So far the Reformers have not been articulate enough. They have not yet said 1, 2, and 3 on the fundamental issues. So far, what has been said, their issues are centered on the democratization of the PFDJ; their messages are addressed to PFDJ; they are organizational issues. But, in some respects, what they have presented concerns the people and concerns the country. We say that they have not been articulating enough, because…though they might have taken that as a tactic of struggle, it is PFDJ affairs: how should the PFDJ be run; how should the Central Committee be run, things like that. But today, our people are thinking beyond how the PFDJ is administered. There are huge issues on the level of the country. They should face the public and articulate these issues. It is like a discussion of a semi-organizational affair going on between two wings of the PFDJ.

But from what is appearing, based on what was explained so far, we can observe, it seems the idea is to go to through the democratization of the PFDJ and then to some extent, open a national stage. This, seen from the perspective of the ELF-RC, we believe will play in the weakening of the dictatorship and maybe, to some extent, play a role in opening a national forum. Based on this, we see it as a positive development. Why? Because, [considering the fact] that it [PFDJ] was an “Amen” quarter, when this [reform movement] comes out from the same quarter, even though its only aim is for the democratization of the organization, we see it as a positive indicator. That is when you see it from a general point. As for fully opening the stages, this is a huge and wide [undertaking] that awaits the Alliance of the Eritrean Opposition Forces and the whole of the Eritrean people.

For a long time now, the Alliance of the Eritrean Opposition Forces has been training, sharpening, organizing, and debating the goal of opening up of the stage of Eritrea’s democratization process. This challenge awaits the broad Eritrean people and the National Alliance Of Eritrean Forces. We believe that the formation of transitional national united government based on national reconciliation is the only why out, from what you are fearful of and all us fear, civil war and others.
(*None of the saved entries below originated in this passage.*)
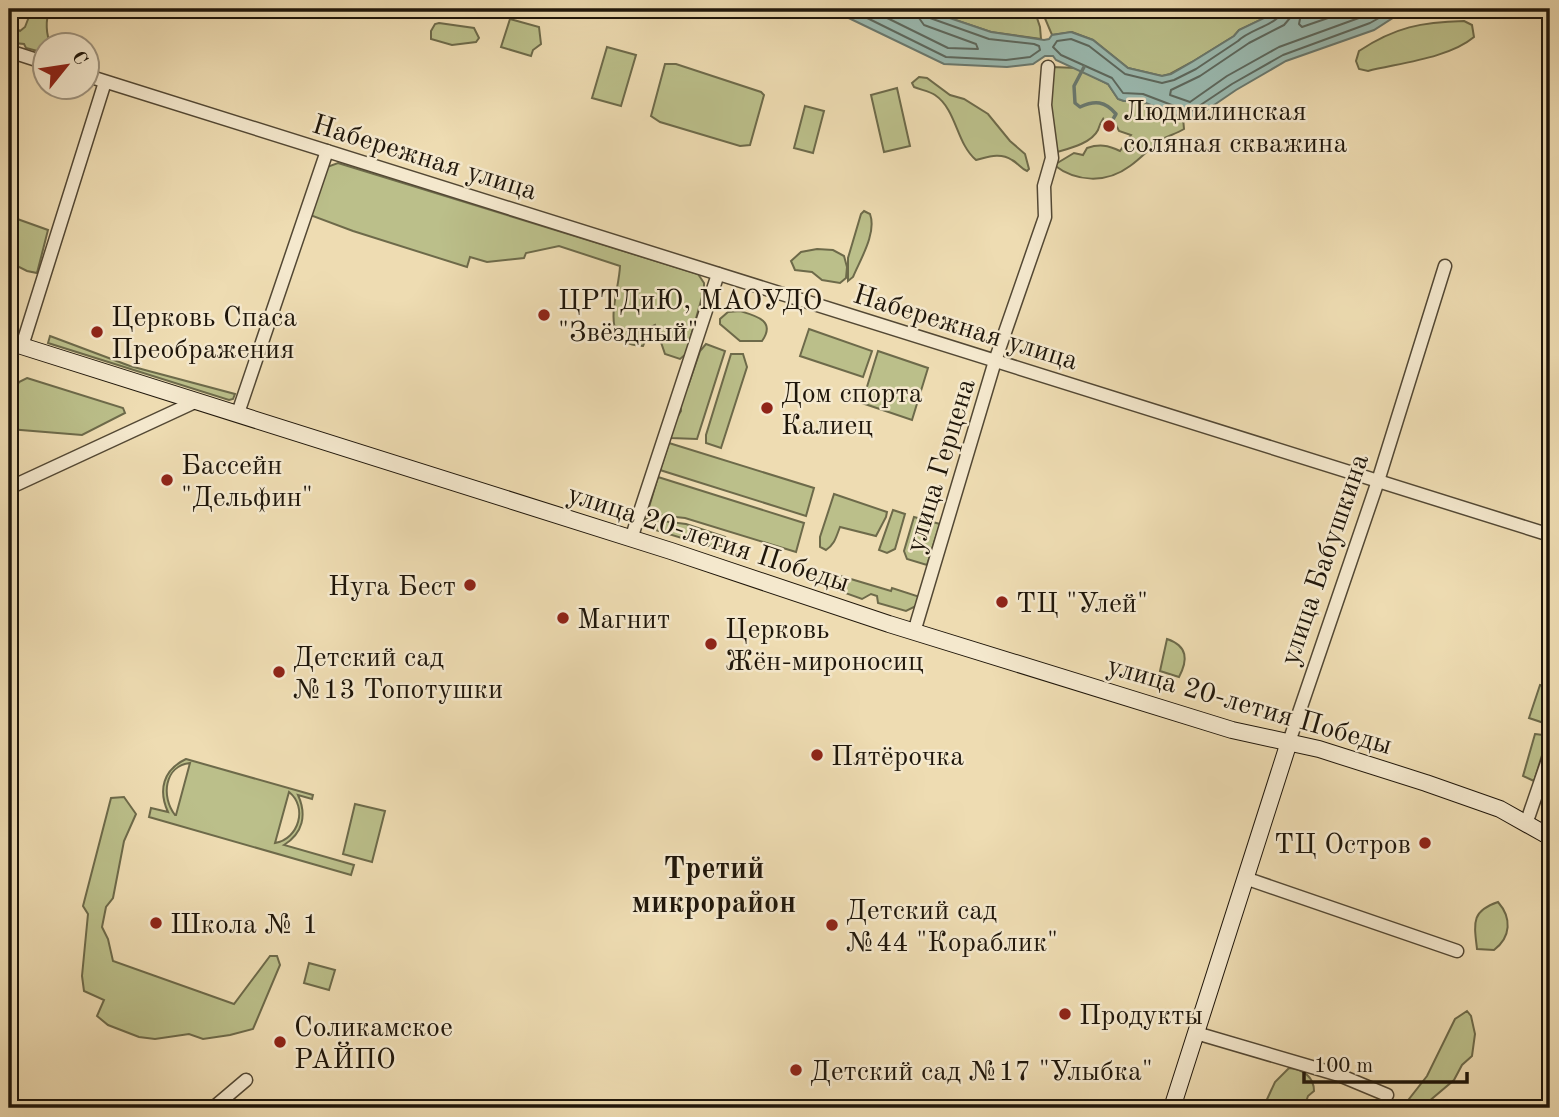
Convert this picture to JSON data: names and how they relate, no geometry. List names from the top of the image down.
{
  "streets": {
    "street": [
      "Набережная улица",
      "улица Герцена",
      "улица 20-летия Победы",
      "улица Бабушкина"
    ]
  },
  "crossings": [
    ["Набережная улица", "улица Герцена"],
    ["Набережная улица", "улица Бабушкина"],
    ["улица Герцена", "улица 20-летия Победы"],
    ["улица 20-летия Победы", "улица Бабушкина"]
  ],
  "districts": ["Третий микрорайон"],
  "places": [
    "Людмилинская соляная скважина",
    "ЦРТДиЮ, МАОУДО \"Звёздный\"",
    "Церковь Спаса Преображения",
    "Дом спорта Калиец",
    "Бассейн \"Дельфин\"",
    "Нуга Бест",
    "ТЦ \"Улей\"",
    "Магнит",
    "Церковь Жён-мироносиц",
    "Детский сад №13 Топотушки",
    "Пятёрочка",
    "ТЦ Остров",
    "Школа № 1",
    "Детский сад №44 \"Кораблик\"",
    "Продукты",
    "Соликамское РАЙПО",
    "Детский сад №17 \"Улыбка\""
  ],
  "scale_bar": "100 m",
  "north": "top right"
}
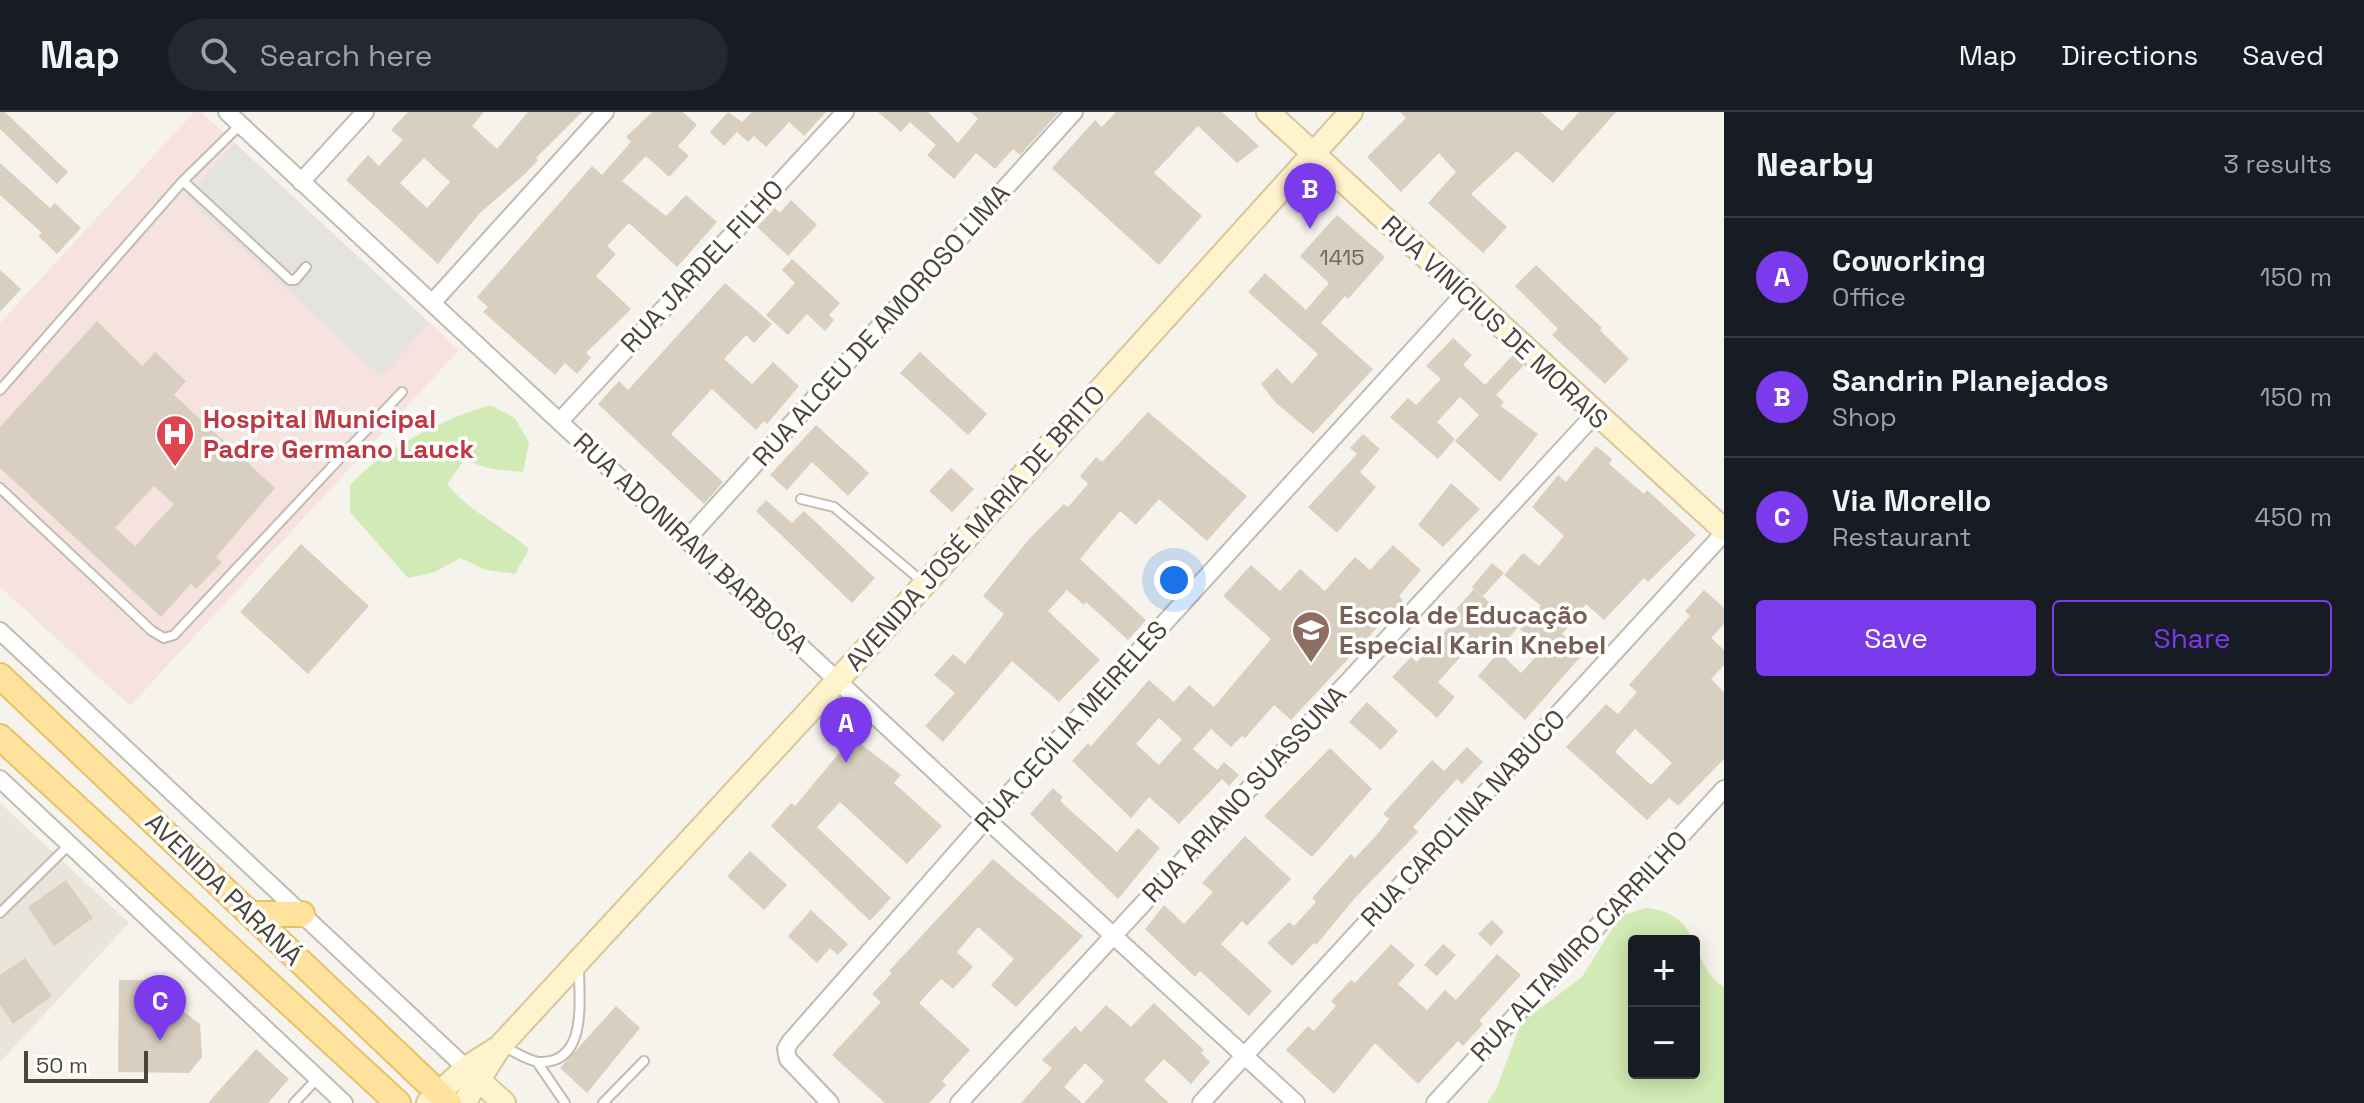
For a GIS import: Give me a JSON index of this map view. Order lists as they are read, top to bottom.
{
  "streets": {
    "main road": ["RUA VINÍCIUS DE MORAIS", "AVENIDA JOSÉ MARIA DE BRITO", "AVENIDA PARANÁ"],
    "street": [
      "RUA JARDEL FILHO",
      "RUA ALCEU DE AMOROSO LIMA",
      "RUA ADONIRAM BARBOSA",
      "RUA CECÍLIA MEIRELES",
      "RUA ARIANO SUASSUNA",
      "RUA CAROLINA NABUCO",
      "RUA ALTAMIRO CARRILHO"
    ]
  },
  "crossings": [
    ["RUA JARDEL FILHO", "RUA ADONIRAM BARBOSA"],
    ["RUA VINÍCIUS DE MORAIS", "AVENIDA JOSÉ MARIA DE BRITO"],
    ["RUA VINÍCIUS DE MORAIS", "RUA CECÍLIA MEIRELES"],
    ["RUA VINÍCIUS DE MORAIS", "RUA ARIANO SUASSUNA"],
    ["RUA VINÍCIUS DE MORAIS", "RUA CAROLINA NABUCO"],
    ["RUA ALCEU DE AMOROSO LIMA", "RUA ADONIRAM BARBOSA"],
    ["AVENIDA JOSÉ MARIA DE BRITO", "RUA ADONIRAM BARBOSA"],
    ["AVENIDA JOSÉ MARIA DE BRITO", "AVENIDA PARANÁ"],
    ["RUA ADONIRAM BARBOSA", "RUA CECÍLIA MEIRELES"],
    ["RUA ADONIRAM BARBOSA", "RUA ARIANO SUASSUNA"],
    ["RUA ADONIRAM BARBOSA", "RUA CAROLINA NABUCO"]
  ],
  "places": {
    "hospital": ["Hospital Municipal Padre Germano Lauck"],
    "school or university": ["Escola de Educação Especial Karin Knebel"]
  },
  "house_numbers": ["1415"],
  "scale_bar": "50 m",
  "page": {
    "header": "Map",
    "search": "Search here",
    "nav": ["Map", "Directions", "Saved"],
    "heading": ["Nearby", "3 results"],
    "pins": ["B", "A", "C"],
    "list": [
      {
        "mark": "A",
        "name": "Coworking",
        "note": "Office",
        "value": "150 m"
      },
      {
        "mark": "B",
        "name": "Sandrin Planejados",
        "note": "Shop",
        "value": "150 m"
      },
      {
        "mark": "C",
        "name": "Via Morello",
        "note": "Restaurant",
        "value": "450 m"
      }
    ],
    "buttons": ["Save", "Share"],
    "map_buttons": ["+", "−"],
    "scale": "50 m"
  }
}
On the process of Transitional National Unity stage and process, we don’t like to see any rift. We can’t speak of national unity by excluding this or that organization. including PFDJ–reformed PFDJ, not PFDJ as it is now–should be able to participate in the wide based transition authority. Meaning, when power is handed to the people, when it is removed from power; after it dissolves all its oppressive and repressive structures; when it recognizes the democratic process as the only way of taking and handing over power, in short we see a democratized PFDJ to be included in the transition authority. Why? Because we don’t want to leave any wedge for any possibility for the destruction of national unity. We see reconciliation this wide.

We know the crimes of the PFDJ. According to our views, there are crimes committed against the Eritrean people. We can say that and we can accuse [the PFDJ] but we cannot judge it. We don’t have that right. We have the right to accuse; and they have the right to accuse. But the [role] of judging belongs to the Eritrean people. And the Eritrean people can judge only when it establishes democratic structures including free judiciary institutions.

Regarding participation in the political life, no political organization has the right to judge and ban another organization. We don’t give this right even to ourselves. Many crimes and treason have been committed against the Eritrean people. Fires that burned the Eritrean people were ignited. Senseless wars were ignited. Resources of the Eritreans people and their lives were cause to perish. Eritrea has become the country of the disabled and the orphans. We can accuse; but we don’t give ourselves the power to ban any political organization.

There are requirements for democracy; there are basics. If they fulfill the basics, they [reformed PFDJ] should be part of the transitional unity operations. We don’t give it or deny, it is there.

How do you think the movement of The Reformers will conclude? What do you think will unfold?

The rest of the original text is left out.